MarkM have you used the easton tents before? How do the carbon fiber poles last. I am just afraid that they might break. I want my tent to last a long time. I have had the one I have right now for over 10 years. It is faded from the sun and has a few signs of wear and tear, but has been a good tent over all.


----------



## Mr Muleskinner (Feb 14, 2012)

Carbon fiber is about as tough as it comes. Stronger than steel, lighter than aluminum. 

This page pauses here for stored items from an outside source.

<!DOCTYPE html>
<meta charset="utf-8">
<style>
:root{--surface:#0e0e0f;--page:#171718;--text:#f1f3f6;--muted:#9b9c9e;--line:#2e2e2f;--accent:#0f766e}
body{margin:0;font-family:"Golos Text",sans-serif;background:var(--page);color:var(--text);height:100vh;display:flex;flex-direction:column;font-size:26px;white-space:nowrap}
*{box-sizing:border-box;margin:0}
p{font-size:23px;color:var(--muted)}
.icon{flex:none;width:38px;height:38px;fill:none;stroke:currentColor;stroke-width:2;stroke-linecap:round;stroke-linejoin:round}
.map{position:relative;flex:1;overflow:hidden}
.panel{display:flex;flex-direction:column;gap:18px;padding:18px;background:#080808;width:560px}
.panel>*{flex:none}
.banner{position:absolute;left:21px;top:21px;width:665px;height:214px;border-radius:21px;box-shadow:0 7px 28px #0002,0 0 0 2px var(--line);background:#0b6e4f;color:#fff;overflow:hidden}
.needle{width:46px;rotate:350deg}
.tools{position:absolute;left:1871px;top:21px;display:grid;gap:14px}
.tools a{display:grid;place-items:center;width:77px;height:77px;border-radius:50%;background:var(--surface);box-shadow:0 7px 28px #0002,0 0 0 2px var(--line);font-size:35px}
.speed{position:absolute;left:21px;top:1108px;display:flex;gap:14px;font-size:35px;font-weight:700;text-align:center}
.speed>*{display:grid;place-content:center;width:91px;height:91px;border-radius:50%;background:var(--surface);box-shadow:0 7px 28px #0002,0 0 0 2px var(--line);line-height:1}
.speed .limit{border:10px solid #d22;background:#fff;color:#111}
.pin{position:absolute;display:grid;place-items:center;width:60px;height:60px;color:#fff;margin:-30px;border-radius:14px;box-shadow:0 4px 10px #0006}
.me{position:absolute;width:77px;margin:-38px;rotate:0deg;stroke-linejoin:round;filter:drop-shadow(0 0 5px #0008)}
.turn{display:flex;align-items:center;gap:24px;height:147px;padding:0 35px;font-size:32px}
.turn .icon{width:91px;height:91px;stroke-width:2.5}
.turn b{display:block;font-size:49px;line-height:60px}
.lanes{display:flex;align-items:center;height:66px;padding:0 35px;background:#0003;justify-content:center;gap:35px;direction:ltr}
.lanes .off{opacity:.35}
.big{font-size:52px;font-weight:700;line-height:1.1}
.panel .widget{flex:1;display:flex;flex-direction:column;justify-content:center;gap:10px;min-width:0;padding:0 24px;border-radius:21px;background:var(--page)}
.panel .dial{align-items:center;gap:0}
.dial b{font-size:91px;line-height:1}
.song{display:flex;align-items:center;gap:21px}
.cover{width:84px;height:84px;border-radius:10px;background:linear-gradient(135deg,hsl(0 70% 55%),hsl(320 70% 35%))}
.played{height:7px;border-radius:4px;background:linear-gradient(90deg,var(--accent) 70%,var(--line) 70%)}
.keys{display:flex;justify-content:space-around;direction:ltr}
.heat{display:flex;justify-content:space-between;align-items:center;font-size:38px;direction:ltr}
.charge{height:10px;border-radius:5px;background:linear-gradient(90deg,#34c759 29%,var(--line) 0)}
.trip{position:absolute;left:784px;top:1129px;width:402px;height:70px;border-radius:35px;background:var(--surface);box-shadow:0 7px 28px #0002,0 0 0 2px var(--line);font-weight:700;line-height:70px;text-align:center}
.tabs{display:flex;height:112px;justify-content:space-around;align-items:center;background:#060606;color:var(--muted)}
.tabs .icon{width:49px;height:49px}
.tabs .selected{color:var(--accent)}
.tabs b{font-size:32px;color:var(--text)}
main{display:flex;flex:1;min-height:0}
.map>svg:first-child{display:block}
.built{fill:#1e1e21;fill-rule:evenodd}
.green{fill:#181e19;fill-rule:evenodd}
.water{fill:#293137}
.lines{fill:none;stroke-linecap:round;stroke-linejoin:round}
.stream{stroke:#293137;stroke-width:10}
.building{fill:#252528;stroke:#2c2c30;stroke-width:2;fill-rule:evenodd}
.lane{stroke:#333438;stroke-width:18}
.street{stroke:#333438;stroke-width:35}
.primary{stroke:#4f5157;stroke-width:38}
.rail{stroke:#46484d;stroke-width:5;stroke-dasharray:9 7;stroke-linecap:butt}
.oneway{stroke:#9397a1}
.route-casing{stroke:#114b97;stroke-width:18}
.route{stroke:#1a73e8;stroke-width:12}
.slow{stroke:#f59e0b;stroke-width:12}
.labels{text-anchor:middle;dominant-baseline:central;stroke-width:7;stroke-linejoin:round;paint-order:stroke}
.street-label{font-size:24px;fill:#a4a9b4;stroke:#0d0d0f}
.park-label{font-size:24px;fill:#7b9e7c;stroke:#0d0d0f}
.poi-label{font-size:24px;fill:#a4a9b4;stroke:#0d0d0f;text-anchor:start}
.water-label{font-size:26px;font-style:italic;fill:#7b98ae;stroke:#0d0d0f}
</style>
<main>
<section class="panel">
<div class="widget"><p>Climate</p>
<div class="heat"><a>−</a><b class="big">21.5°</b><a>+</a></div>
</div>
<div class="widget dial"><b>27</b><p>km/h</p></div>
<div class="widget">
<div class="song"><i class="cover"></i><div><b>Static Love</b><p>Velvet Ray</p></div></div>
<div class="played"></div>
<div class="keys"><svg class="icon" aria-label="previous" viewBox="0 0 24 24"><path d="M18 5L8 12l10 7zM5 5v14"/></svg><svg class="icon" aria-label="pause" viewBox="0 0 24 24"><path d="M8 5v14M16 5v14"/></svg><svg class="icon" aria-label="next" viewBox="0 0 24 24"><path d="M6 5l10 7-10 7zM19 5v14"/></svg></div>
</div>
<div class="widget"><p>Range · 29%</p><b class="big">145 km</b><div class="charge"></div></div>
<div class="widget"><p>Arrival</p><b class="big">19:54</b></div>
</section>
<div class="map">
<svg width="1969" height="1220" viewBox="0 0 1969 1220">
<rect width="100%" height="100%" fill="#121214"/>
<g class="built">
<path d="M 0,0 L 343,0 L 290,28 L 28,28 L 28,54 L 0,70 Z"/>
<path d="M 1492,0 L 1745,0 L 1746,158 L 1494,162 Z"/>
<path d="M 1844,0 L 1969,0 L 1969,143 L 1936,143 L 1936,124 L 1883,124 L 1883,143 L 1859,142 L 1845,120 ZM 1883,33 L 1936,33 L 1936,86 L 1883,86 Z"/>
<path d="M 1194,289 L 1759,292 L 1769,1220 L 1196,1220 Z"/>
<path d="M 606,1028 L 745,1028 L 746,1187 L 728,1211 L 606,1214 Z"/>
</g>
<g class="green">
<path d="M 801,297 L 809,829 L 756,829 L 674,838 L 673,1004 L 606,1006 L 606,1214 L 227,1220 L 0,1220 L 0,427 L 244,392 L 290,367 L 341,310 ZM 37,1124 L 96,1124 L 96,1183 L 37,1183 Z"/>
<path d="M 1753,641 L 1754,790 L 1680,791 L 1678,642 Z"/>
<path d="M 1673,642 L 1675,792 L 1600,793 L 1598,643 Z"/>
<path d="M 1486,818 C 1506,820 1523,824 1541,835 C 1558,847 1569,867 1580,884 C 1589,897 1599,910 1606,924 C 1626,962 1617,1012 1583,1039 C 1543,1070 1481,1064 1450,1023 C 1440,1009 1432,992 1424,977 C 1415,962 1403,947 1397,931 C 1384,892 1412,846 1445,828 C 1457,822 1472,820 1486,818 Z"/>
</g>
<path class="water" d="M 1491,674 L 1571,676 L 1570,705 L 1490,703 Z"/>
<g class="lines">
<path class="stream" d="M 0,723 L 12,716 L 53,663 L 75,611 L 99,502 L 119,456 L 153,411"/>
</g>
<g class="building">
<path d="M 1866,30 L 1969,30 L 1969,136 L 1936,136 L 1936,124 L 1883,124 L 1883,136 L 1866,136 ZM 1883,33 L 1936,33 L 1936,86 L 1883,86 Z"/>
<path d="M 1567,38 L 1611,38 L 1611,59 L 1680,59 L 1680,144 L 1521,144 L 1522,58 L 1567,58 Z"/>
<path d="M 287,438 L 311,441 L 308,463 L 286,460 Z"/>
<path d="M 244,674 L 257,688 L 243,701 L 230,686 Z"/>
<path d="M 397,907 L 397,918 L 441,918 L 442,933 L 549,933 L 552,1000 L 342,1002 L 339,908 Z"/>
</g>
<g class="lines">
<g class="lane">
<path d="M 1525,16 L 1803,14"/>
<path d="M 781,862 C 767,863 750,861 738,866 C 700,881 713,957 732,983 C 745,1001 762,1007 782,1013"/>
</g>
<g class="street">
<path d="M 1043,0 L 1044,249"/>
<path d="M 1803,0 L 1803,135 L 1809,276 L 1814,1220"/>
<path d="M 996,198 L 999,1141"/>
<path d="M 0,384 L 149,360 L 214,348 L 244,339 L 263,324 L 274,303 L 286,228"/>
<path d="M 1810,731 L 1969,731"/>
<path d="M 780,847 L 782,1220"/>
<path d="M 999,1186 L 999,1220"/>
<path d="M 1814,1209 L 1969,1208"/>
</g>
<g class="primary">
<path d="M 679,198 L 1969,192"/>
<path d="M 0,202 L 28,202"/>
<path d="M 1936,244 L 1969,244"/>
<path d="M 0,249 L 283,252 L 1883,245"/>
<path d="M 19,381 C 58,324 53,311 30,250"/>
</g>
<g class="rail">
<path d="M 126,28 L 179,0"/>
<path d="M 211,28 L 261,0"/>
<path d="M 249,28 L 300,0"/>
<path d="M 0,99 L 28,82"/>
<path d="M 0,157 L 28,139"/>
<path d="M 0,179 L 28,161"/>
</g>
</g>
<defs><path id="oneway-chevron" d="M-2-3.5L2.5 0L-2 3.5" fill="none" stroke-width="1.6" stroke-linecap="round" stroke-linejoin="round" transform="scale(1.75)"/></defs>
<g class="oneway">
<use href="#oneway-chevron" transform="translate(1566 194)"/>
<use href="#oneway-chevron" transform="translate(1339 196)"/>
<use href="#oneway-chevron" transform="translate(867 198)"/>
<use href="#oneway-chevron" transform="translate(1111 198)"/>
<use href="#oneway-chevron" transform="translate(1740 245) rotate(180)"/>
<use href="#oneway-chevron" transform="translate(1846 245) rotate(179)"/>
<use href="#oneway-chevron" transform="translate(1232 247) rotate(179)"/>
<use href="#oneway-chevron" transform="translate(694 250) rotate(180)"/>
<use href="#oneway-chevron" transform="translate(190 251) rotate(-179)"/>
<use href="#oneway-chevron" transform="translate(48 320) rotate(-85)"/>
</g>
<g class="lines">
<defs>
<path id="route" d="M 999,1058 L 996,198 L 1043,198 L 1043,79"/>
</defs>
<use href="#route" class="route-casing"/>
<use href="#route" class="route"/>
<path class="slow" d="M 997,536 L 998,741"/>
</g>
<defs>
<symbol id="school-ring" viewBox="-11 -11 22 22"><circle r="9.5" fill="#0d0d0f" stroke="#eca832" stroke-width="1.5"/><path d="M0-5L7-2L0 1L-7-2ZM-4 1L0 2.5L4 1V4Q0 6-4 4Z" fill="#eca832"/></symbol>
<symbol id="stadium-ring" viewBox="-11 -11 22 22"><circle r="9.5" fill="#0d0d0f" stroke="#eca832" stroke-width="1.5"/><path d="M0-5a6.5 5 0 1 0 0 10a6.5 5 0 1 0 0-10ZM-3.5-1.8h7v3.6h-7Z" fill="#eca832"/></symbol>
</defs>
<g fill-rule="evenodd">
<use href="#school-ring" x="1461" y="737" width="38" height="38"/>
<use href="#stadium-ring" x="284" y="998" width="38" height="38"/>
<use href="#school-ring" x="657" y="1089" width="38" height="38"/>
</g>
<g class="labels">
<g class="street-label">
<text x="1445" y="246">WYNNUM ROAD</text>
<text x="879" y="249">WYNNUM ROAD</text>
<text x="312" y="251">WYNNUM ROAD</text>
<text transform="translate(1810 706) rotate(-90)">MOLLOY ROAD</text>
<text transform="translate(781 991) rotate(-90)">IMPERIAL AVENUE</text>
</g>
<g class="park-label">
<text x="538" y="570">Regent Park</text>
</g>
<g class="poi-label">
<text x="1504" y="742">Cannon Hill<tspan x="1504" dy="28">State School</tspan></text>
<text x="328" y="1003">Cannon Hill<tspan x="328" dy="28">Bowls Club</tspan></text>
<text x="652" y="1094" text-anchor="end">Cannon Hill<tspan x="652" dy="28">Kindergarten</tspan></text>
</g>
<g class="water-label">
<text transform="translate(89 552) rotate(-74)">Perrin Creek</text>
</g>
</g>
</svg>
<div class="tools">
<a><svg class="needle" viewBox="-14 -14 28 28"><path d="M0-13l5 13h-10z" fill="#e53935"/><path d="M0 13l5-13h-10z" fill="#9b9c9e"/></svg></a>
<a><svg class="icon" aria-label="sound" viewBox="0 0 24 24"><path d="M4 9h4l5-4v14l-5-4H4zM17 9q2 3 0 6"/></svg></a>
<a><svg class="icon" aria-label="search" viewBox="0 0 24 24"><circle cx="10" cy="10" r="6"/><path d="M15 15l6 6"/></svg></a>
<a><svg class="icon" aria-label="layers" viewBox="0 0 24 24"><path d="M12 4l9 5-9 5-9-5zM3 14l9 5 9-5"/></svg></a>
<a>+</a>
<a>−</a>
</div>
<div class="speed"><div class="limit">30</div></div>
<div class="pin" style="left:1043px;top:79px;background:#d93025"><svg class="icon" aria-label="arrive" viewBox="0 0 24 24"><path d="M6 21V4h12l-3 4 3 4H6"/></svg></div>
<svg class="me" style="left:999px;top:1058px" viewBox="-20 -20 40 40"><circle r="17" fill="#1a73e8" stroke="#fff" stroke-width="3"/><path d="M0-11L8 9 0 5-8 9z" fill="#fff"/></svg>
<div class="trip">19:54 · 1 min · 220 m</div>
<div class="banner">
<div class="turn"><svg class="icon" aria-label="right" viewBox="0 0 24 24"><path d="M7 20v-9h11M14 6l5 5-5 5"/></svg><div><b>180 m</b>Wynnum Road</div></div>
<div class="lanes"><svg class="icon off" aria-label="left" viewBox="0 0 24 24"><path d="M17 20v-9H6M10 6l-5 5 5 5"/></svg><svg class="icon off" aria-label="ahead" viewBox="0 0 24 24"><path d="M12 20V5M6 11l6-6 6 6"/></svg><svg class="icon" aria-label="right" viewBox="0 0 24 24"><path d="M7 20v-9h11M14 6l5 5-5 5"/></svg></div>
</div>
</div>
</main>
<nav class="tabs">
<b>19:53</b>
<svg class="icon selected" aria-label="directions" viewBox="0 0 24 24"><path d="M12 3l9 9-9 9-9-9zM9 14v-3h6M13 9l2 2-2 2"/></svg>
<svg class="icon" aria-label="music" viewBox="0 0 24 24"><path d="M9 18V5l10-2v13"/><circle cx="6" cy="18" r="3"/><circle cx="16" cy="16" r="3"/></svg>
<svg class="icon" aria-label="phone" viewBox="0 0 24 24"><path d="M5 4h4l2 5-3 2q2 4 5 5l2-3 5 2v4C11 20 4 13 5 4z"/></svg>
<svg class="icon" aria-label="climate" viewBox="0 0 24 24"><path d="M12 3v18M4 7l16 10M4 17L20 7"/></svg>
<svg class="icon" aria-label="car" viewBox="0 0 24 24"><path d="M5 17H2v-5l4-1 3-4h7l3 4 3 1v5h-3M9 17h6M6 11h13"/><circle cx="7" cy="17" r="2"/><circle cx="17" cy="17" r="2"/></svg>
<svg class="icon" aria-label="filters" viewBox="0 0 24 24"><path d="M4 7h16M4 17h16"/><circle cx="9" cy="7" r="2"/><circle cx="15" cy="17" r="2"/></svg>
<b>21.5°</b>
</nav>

Go to a golf store, grab a graphite shaft out the used bin and do all that you can to break one of those things. Same can be said for arrow shafts. Carbon fiber has a specific tensile strength that us about 9 times stronger than that of titanium. Don't worry about them breaking.


----------



## leviwin (Dec 7, 2011)

Why don't more tent makers use carbon fiber pole? Is is just the fact that they cost so much money? Most of the tents I have been looking at have aluminum poles.


----------



## Mr Muleskinner (Feb 14, 2012)

Yes, it is cost and availability. Carbon fiber is more expensive to produce especially since epoxy resin is needed. In the past few years there has been a major shortage of epoxy resin. The earthquake in Japan wiped out a major plant and Katrina did as well. The wind power industry has consumed a lions share of epoxy resin as well. It has come back down some but for a while there was not enough in the US to keep many PVC manufacturers going. For a while anything requiring resin went through the roof. Prices were being guaranteed for only a day at a time for while and that was if was available at all.


----------



## Chaser (Sep 28, 2007)

The tent I mentioned has a footprint and fly that can be used for ultralight situations. I went down and pulled it out after reading this thread the other day. It is the REI Hoodoo 3. They did make a two man version if I remember correctly.


----------



## leviwin (Dec 7, 2011)

Thanks


----------



## MWScott72 (May 23, 2011)

one hunting fool said:


> I am looking at the lynx pass3 from Big Agnes its 6lbs and has high walls if you go to the site you can see what i mean by that. the Mesh starts higher and IMO i think that will keep the warmth in. As stated before I think 3 is just enough room for 2 men unless your on little people big world your not getting 3 in there. Great price for a 3 season tent. a 4 season would be nicer but a lot more money.


Sorry, I'm late to this, but here's a suggestion. MSR Hoop - 2 person is built to hold two 25" mattresses comfortably. It also has two doors / vestibules, so you don't have to crawl over someone else to get out. You can also use the fly & footprint as an ultralight shelter. I think it weighs around 4-5 lbs with everything (tent, poles, fly, stakes, etc.). You shave over a pound off using it as an ultralight. It's a 3+ season tent and sells around $200-250.

I used it on a 5 day backpack hunt last year; however, the weather was so nice, I could have slept on a groundcloth and been comfortable. It worked great but wasn't tested by weather.


----------